Nella moda, restano Essilor Luxottica, Ermanno Scervino, Salvatore Ferragamo, Calzedonia e Geox. Il colosso degli occhiali, Luxottica, ha ridotto le attività ma garantisce tutte le attività legate alle forniture mediche essenziali per la vista. Per Geox, che ha inaugurato all’inizio di marzo un nuovo punto vendita nel centro commerciale Vegas Crocus City di Mosca, la scelta di continuare ad operare in Russia è stata dettata strettamente da esigenze economiche. L’azienda italiana di calzature, dichiara che il 70% di introiti arrivi proprio dalle esportazioni. In più, Geox e Brunello Cucinelli sono i marchi italiani con maggiore dipendenza dal mercato russo, rispettivamente per l’8% e per il 5%.

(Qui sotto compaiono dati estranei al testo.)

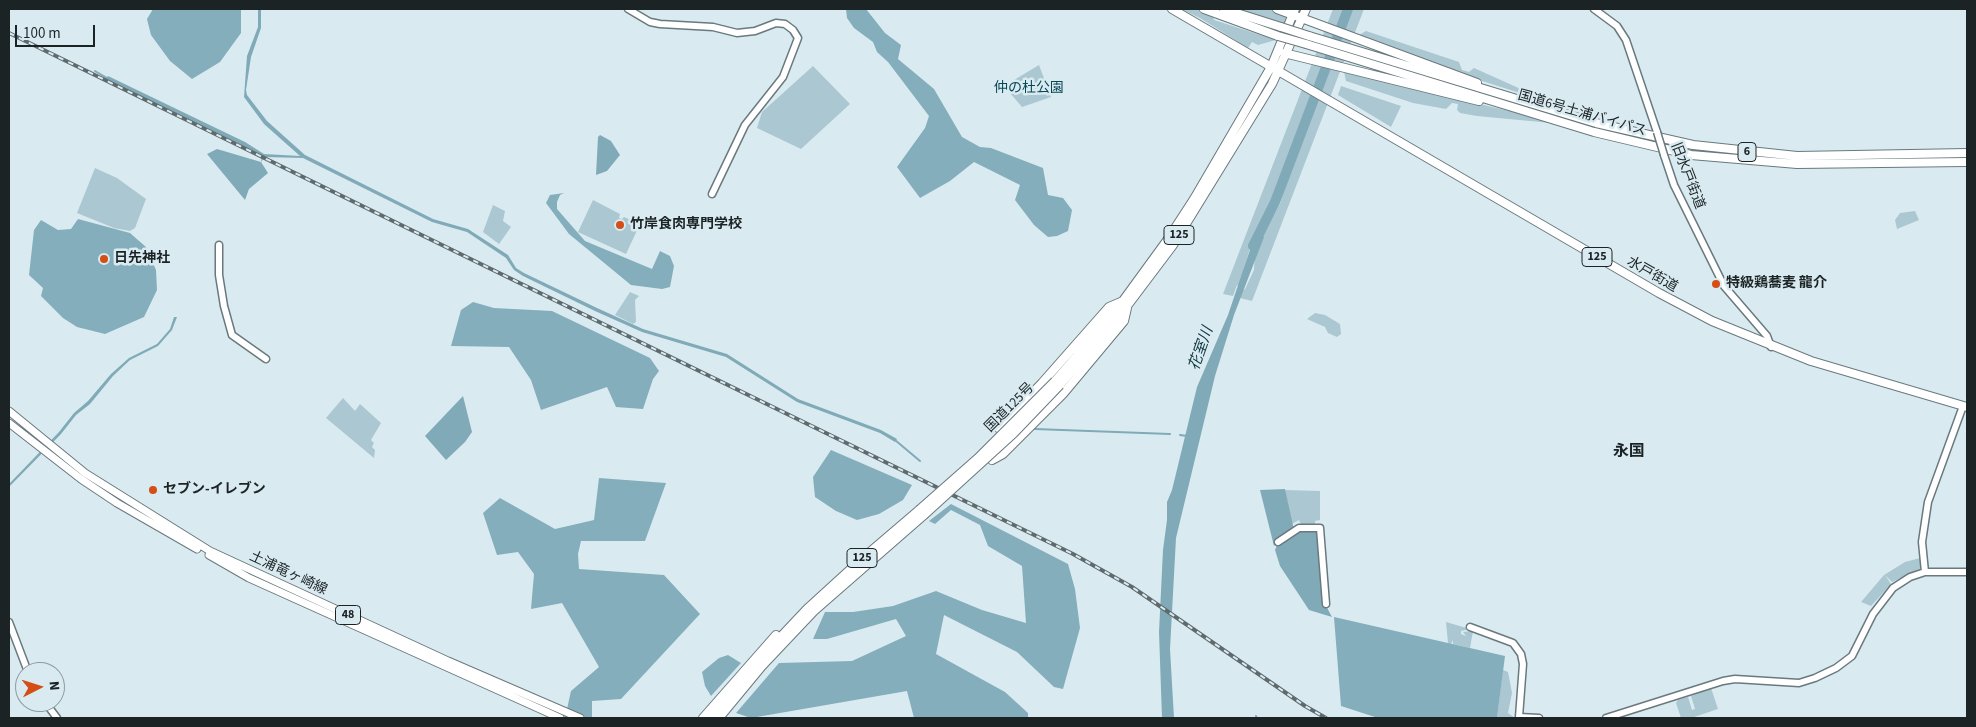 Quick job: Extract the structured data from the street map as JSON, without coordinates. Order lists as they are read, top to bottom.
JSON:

Aperti i negozi anche di Salvatore Ferragamo anche se il CFO di Ferragamo, Alessandro Corsi, ha dichiarato che la Russia incide nel fatturato del marchio per meno dell’1%, mentre i clienti russi nei negozi europei valgono il 2,8% degli acquisti. Nella scelta di Ferragamo c’entrano le licenze dei negozi in franchising che godono di una certa autonomia. Monnalisa, il brand per bambini di Arezzo, segue la stessa logica. L’ AD del marchio, Christian Simoni spiega che mantenere i negozi aperti, è stata una scelta difficile su cui si sono trovati costretti a confrontarsi dopo i due anni di blocco della pandemia. Per Monnalisa, il business si è bloccato solo per l’online.